*Problem to work on*.
Every line of the records below that holds the word "data" belongs in the answer.

*Information provided*.
◇ ◇ ◇ ◇
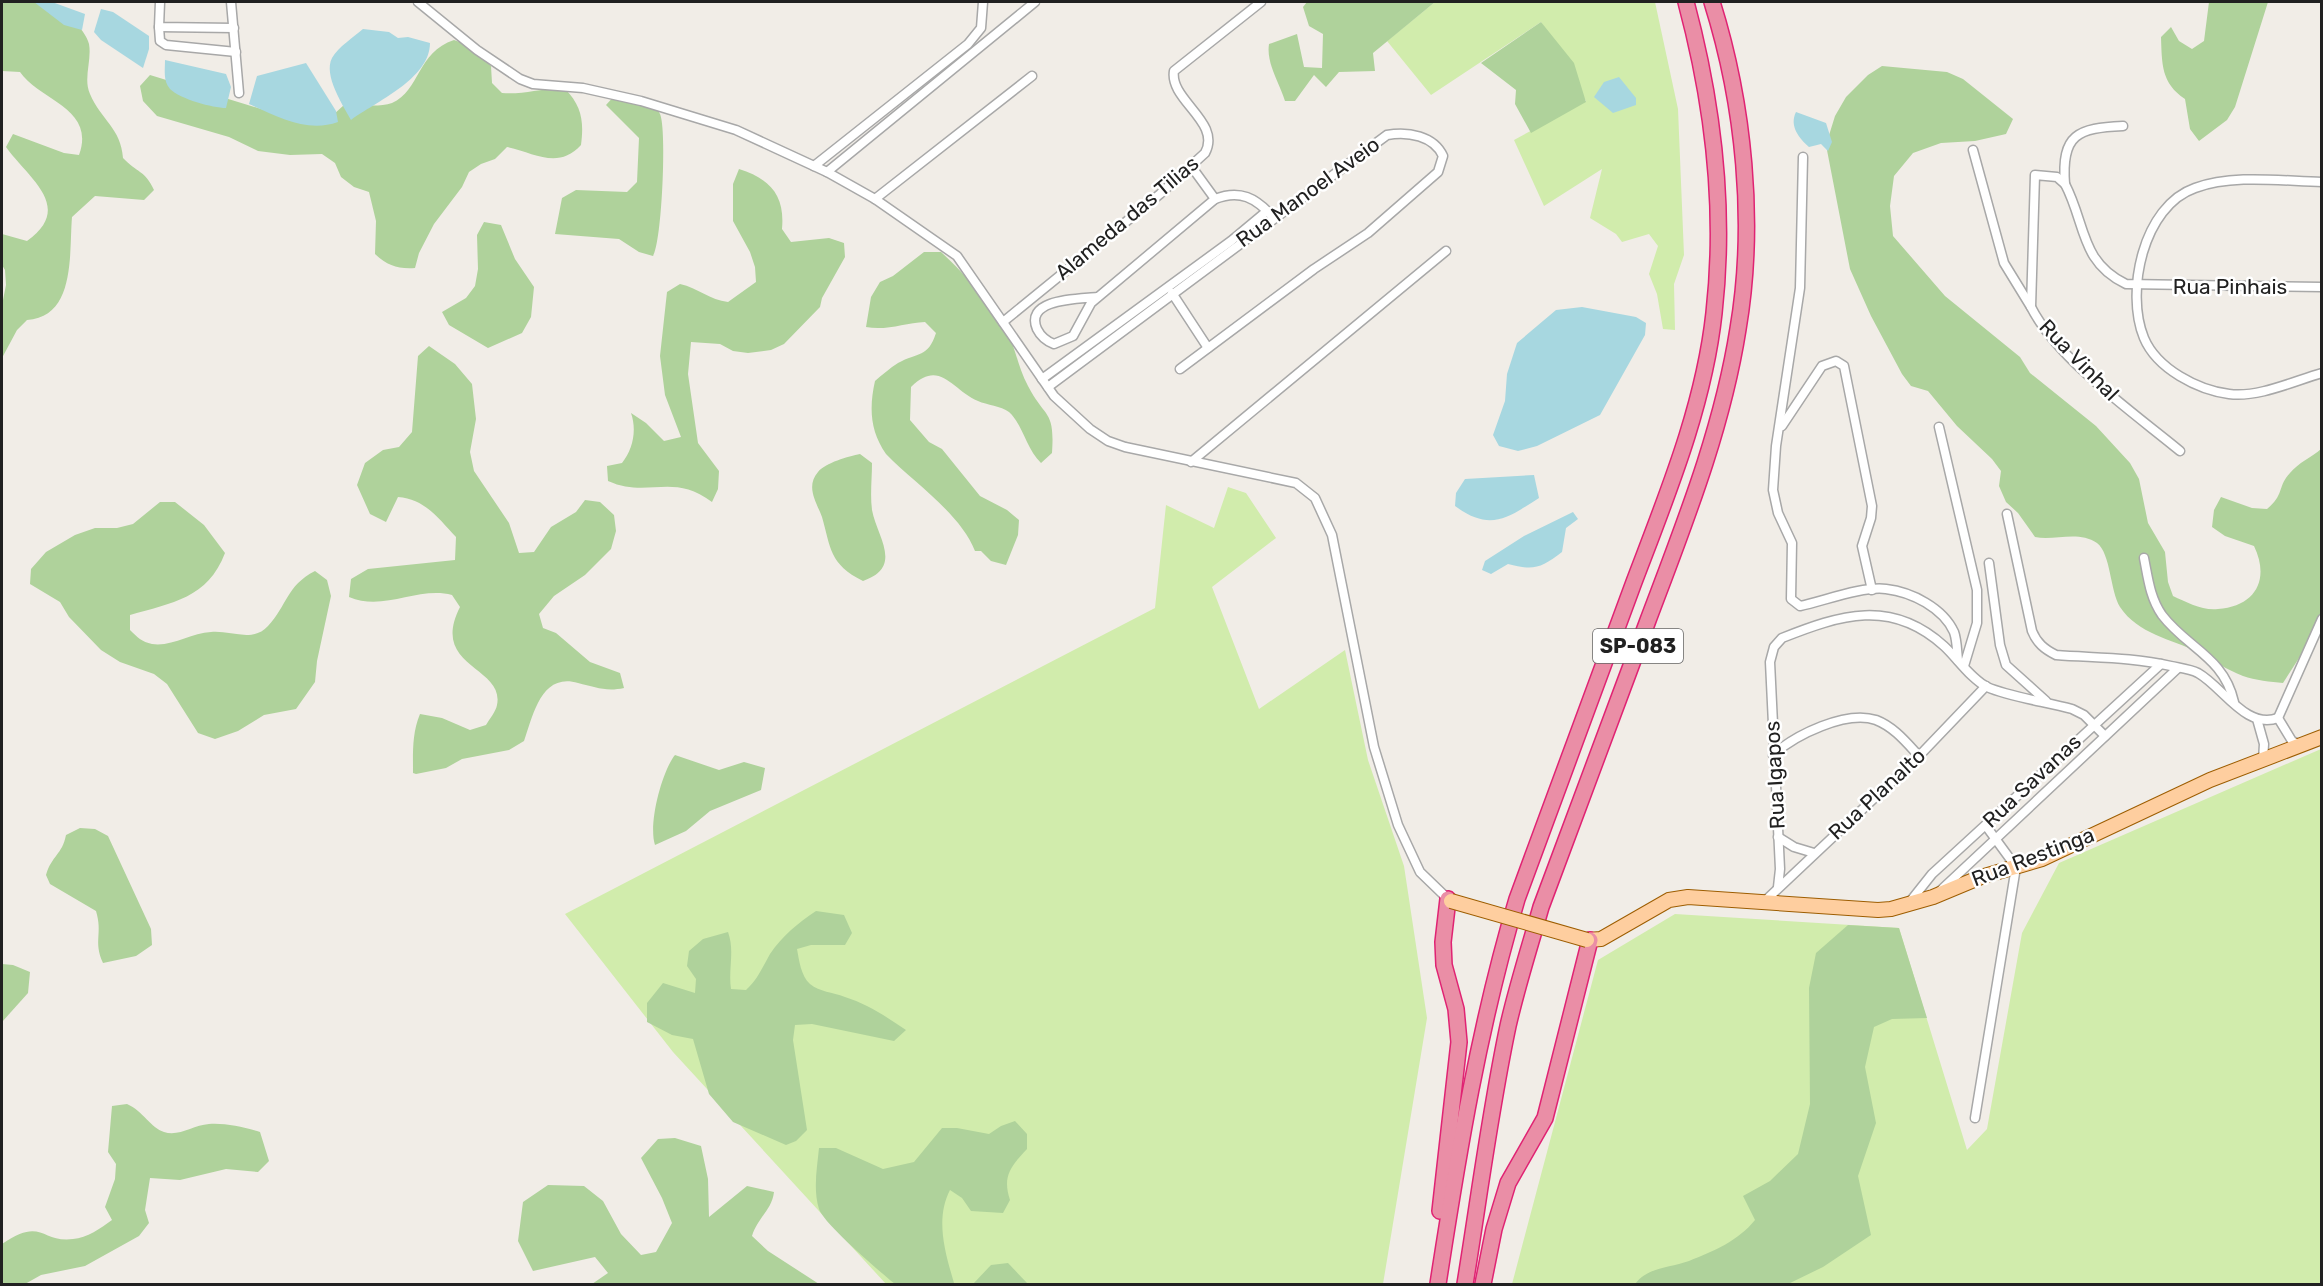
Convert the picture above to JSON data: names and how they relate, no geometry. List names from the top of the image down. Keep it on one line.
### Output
◇ ◇ ◇ ◇
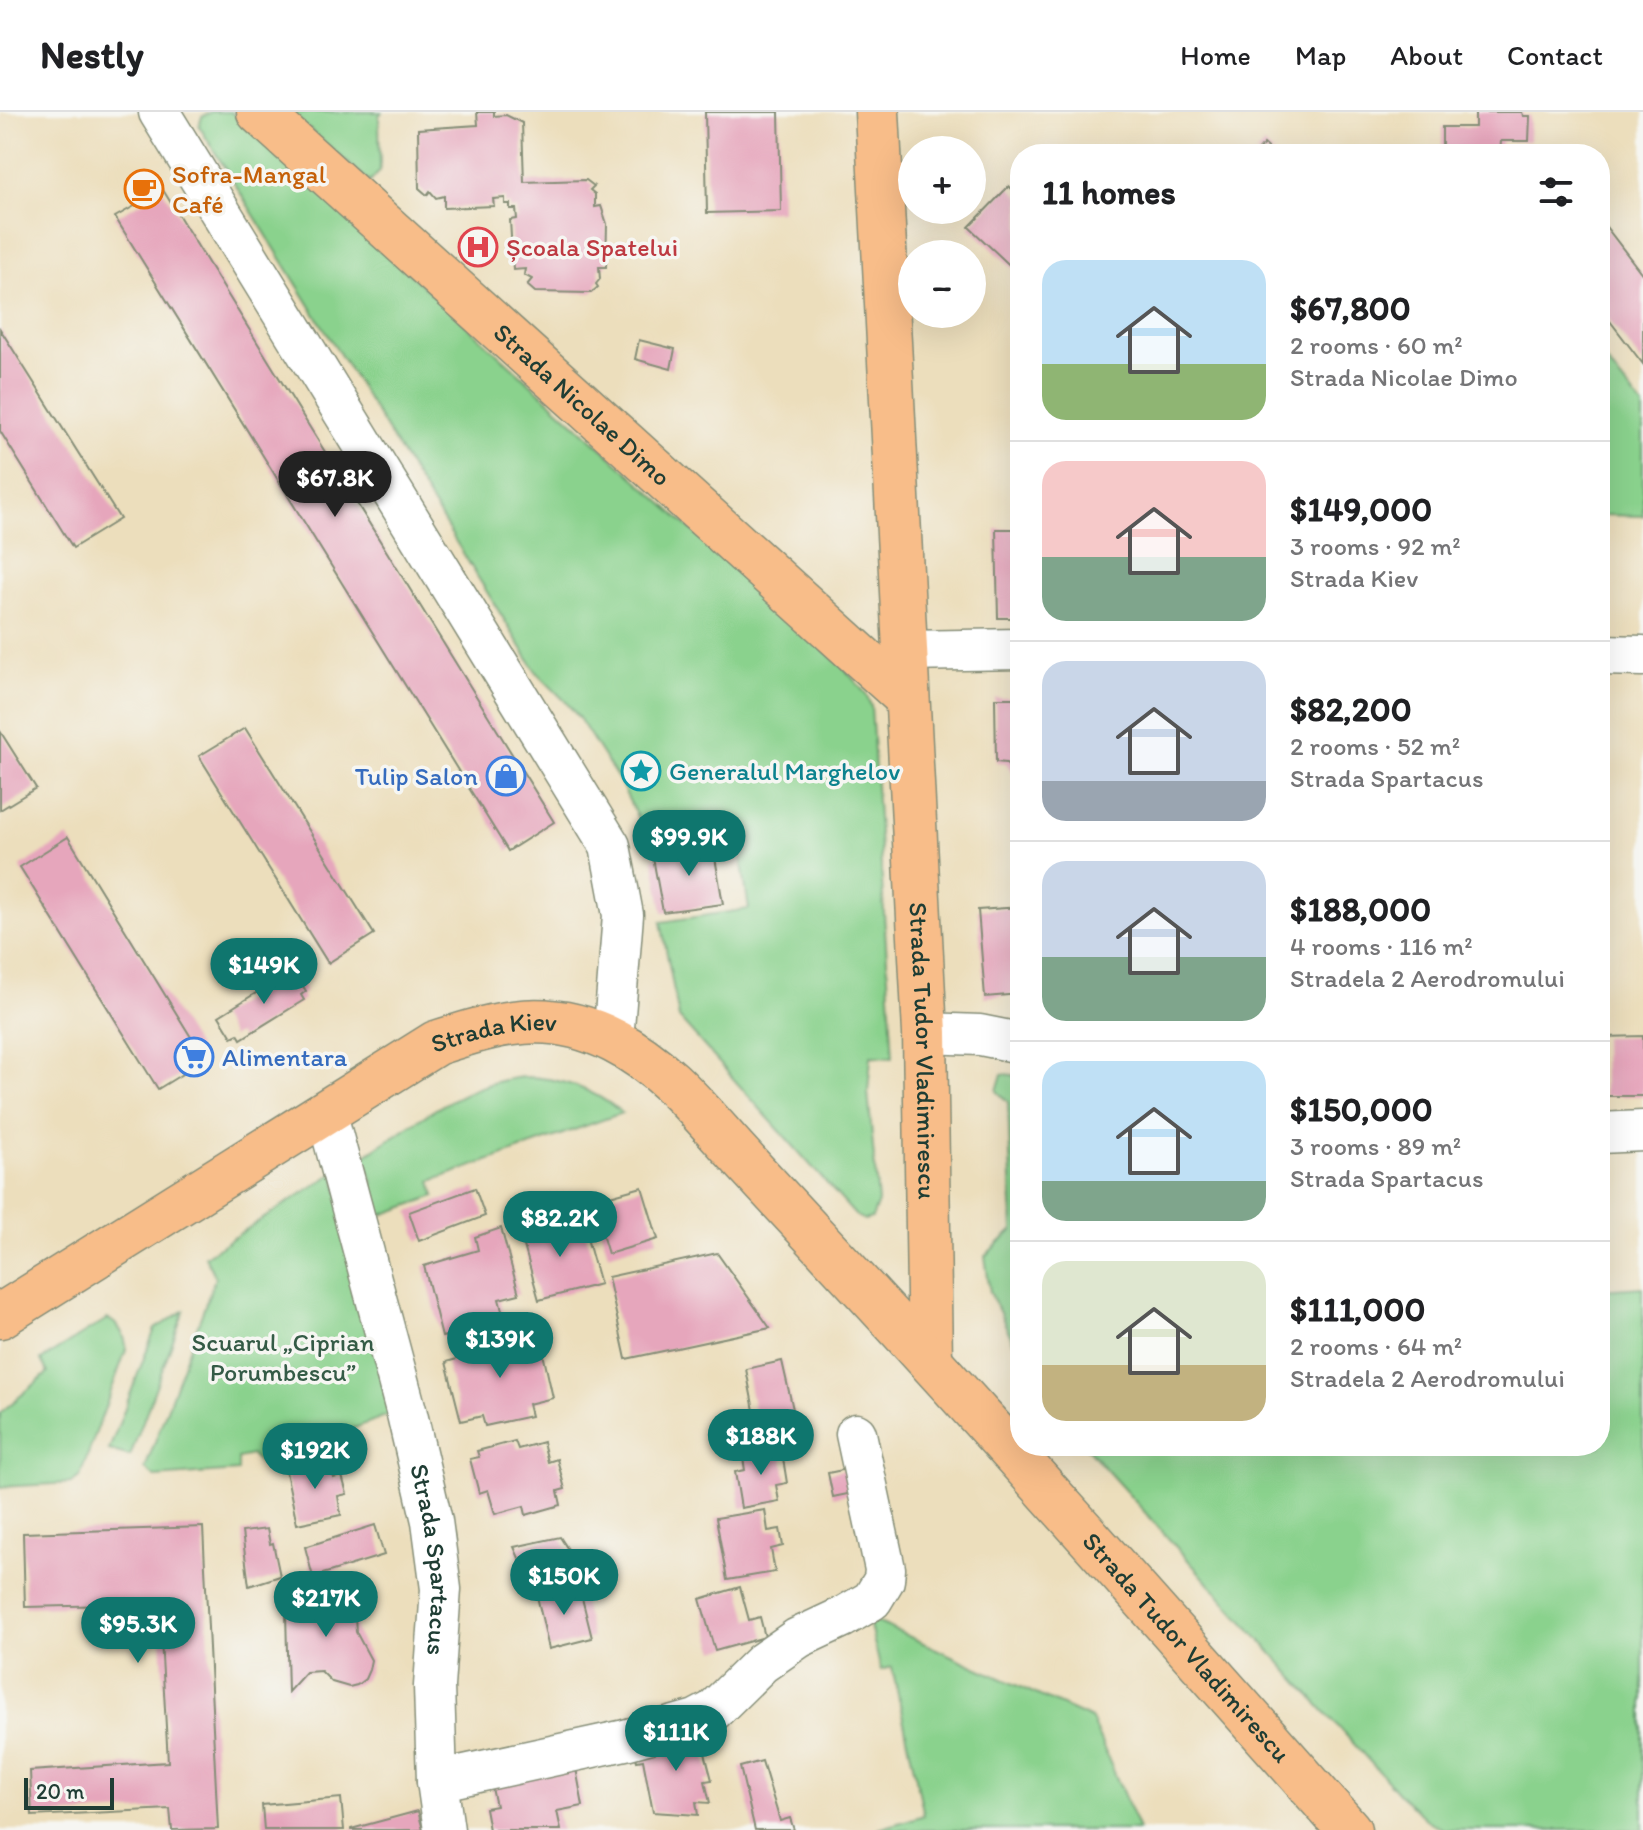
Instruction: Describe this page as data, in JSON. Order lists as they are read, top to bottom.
◇ ◇ ◇ ◇
*Expected answer*.
Convert the picture above to JSON data: names and how they relate, no geometry. List names from the top of the image down. Keep it on one line.
Instruction: Describe this page as data, in JSON. Order lists as they are read, top to bottom.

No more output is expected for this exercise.